Understanding the ApacheSolr CCK API

Robert Douglass's picture

UPDATE April 20, 2010: This post has been updated for the DRUPAL-6--2 branch.

In this article I will show you how you can write a tiny bit of code that will reveal new fields and facets for searching with the ApacheSolr module and Acquia Search. Using Acquia Drupal we'll write an example module that takes the file type from CCK file and image fields and makes them into their own search fields. This results in us being able to filter our search results based on file type. This code fulfils the situation where you want, for example, to find a specific post that has a JPEG image, or all of the posts with PDFs that match a particular keyword.

To start you may want to download the PDF file of screenshots that trace all of the steps I took to set up Acquia Drupal, Acquia Search, and the custom module. The broad steps are to:

  1. Sign up for a free trial.
  2. Download and install Acquia Drupal.
  3. Follow along with the code examples below to create the example.module.
  4. Set up a content type to have image and file fields. Create some content and upload a variety of files.
  5. Run cron to make sure your content has been indexed.
  6. Enable the new filters and blocks that the example.module is responsible for having created.
  7. Search!

What are facets?

The ApacheSolr module is a revolution in Drupal search. It allows you to search for the most general keyword that applies to what you're looking for, and then use the provided facet links to drill down to exactly the right content. An example would be searching for "Drupal search" on Drupal.org, then filtering by project and robertDouglass to get just the modules that I have written that deal with search. Facets, in other words, are the better version of advanced search forms, which, to be honest, suck.

What facets are available?

By default, ApacheSolr makes facets available for content type, author, language, taxonomy terms, and all CCK fields that are text fields with option widgets (select, radio, checkbox). This article assumes that you want some different facets, and you're using CCK fields. The file field and image field both have some interesting information that would make a great facet - their file type. Every file you upload has a distinct type: pdf, png, gif, tiff, doc, and so forth. Wouldn't it be nice to have this available as a facet? Of course!

What needs to happen to add new facets?

The ApacheSolr module comes equipped with an API for extending what gets indexed and how searching works. One of the important hooks in this API is hook_apachesolr_cck_fields_alter(&$mappings). We're going to write a module that implements this hook, and use it to tell ApacheSolr how to make facets out of the file type on file and image fields.

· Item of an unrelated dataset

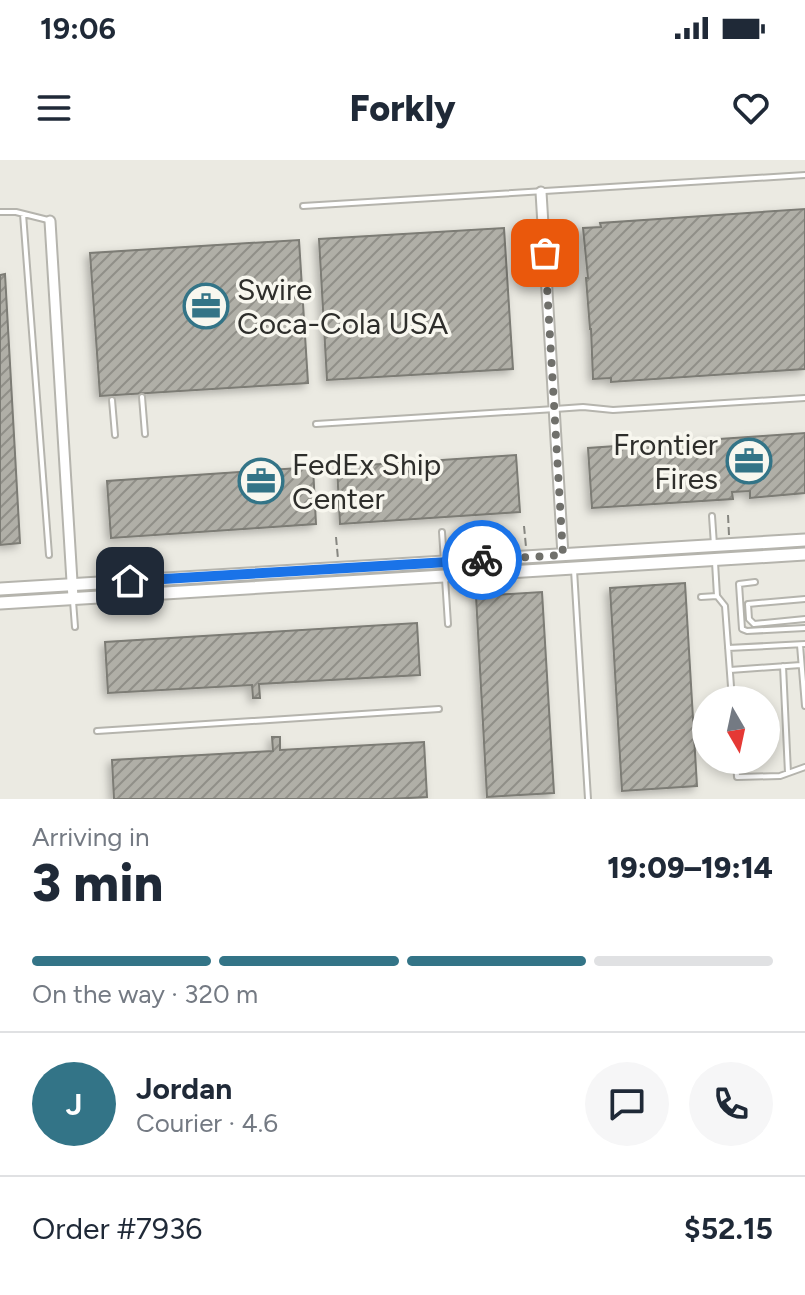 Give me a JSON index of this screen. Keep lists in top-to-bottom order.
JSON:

To do this the hook is only going to have to tell ApacheSolr four things:

  1. What data type should be used in the index.
  2. What CCK widget types to be looking for during indexing.
  3. An indexing callback function to use for extracting the data from the CCK field while indexing. We write this function ourselves.
  4. A display callback function to use for displaying the data from the CCK field during searches. We write this function ourselves.

The callback function that we write will then receive each node and each field name as they are being indexed. From that it must extract or generate whatever information interests us. In this case we're just extracting the file type, which is already present in the field. We could, however, return any amount of data doing any arbitrary processing that we care to. See the code example below to understand the structure of the array that the callback has to return.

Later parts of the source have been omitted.